Gordon-Reed starts with the Hemings matriarch. Elizabeth Hemings, the mother of Sally, had six children by John Wayles. Wayles was the father of Thomas Jefferson's wife, Martha. When Wayles died, his estate (including many of his slaves) passed to Martha and Thomas Jefferson. In this way, the Hemings found themselves at Monticello.
The story of Jefferson and Sally Hemings is pretty well known. They allegedly had six children together, four of who survived childhood. Oral history claims that in a "treaty" made between Jefferson and Hemings while they were in France, he agreed to free any children he and Hemings had when they became adults. Jefferson did free all four children (two of them in his will).
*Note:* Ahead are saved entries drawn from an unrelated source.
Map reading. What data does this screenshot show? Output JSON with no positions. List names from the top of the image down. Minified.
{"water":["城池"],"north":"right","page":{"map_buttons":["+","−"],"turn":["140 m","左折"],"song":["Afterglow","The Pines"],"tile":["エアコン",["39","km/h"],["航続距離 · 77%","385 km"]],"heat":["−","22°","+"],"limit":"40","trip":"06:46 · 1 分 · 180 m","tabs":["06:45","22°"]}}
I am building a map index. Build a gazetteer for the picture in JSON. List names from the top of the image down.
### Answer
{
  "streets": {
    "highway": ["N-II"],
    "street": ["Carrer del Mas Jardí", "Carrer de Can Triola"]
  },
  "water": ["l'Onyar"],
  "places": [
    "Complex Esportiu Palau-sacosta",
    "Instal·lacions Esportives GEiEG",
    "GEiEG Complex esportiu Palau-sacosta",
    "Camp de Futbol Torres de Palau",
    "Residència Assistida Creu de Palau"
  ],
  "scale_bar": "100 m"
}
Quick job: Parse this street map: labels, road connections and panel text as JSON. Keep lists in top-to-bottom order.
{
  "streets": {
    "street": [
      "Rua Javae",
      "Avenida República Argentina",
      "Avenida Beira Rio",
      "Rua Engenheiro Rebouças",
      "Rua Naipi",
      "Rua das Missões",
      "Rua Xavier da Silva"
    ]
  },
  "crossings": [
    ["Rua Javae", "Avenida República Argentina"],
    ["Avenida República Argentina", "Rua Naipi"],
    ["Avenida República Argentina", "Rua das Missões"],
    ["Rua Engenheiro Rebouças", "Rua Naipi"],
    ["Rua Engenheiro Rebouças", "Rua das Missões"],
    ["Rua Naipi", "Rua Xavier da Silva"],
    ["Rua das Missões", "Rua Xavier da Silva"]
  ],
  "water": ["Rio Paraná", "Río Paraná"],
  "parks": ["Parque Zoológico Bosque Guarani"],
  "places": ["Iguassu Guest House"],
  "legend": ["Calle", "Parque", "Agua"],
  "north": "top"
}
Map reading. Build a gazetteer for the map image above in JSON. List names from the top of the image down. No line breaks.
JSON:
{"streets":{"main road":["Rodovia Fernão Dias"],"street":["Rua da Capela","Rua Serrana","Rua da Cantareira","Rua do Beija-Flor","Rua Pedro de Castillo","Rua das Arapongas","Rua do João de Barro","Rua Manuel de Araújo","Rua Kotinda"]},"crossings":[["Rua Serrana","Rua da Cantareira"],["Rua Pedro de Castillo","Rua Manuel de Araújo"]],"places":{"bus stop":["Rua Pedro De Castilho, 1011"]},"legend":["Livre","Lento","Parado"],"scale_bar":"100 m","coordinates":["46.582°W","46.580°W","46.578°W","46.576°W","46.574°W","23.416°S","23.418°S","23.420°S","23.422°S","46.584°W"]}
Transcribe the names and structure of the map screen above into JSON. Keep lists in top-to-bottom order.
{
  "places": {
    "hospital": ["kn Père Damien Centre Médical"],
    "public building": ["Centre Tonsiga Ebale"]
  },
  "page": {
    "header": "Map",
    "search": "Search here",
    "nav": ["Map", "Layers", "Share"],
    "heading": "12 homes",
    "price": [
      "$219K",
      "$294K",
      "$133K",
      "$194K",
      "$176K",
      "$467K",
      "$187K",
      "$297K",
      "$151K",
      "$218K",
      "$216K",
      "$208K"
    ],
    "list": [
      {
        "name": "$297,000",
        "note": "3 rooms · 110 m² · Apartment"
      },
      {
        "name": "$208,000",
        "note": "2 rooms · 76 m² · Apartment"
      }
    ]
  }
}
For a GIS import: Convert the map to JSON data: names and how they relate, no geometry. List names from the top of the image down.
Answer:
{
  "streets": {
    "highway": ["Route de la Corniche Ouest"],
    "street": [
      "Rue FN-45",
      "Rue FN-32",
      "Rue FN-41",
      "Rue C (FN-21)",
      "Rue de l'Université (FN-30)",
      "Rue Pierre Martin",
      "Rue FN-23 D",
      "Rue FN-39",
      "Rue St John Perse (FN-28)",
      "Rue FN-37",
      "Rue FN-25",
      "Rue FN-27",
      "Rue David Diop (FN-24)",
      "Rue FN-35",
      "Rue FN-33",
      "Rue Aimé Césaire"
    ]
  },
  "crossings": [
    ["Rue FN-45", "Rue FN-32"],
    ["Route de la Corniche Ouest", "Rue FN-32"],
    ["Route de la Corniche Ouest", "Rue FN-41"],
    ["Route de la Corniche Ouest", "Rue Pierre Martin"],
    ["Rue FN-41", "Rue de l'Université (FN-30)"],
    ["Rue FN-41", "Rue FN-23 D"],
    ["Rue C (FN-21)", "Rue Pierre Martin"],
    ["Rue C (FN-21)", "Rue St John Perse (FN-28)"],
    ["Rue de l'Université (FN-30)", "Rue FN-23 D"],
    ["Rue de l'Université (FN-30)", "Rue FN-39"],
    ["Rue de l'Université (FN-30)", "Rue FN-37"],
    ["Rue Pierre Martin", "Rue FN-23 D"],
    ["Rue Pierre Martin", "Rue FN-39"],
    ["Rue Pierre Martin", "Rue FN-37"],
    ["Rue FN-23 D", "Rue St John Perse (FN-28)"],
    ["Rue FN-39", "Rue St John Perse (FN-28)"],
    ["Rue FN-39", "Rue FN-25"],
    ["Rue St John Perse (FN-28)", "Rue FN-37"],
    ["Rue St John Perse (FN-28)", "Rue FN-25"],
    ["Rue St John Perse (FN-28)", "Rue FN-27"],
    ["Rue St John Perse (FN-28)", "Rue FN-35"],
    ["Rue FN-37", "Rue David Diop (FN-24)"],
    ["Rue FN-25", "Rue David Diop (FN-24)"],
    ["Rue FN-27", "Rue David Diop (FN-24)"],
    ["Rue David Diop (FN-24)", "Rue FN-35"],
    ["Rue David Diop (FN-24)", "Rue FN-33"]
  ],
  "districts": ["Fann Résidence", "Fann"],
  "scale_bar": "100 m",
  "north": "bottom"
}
Three of the four passed into the white world once they left Monticello. What is ironic is that Heming's sons were said to look more like Jefferson and had more common interests (building and music) than his white grandsons.
But much of this book belongs to Sally's older brothers, Robert and James. These two slaves were extremely close to Jefferson, and traveled extensively with him. James even accompanied Jefferson to Paris, where Jefferson paid to have him trained as a master chef. Both men were eventually freed by Jefferson in the 1790s.
There is a surprising amount of information on many members of the Hemings clan. Jefferson kept meticulous records of his expenses including salaries he paid his more talented slaves, maintenance items, clothing, gifts, etc. He also left over 40,000 letters in which the Hemings are often mentioned. The only negative is that Jefferson's daughter and grandchildren are said to have purged any letters from the collection that made reference to Sally.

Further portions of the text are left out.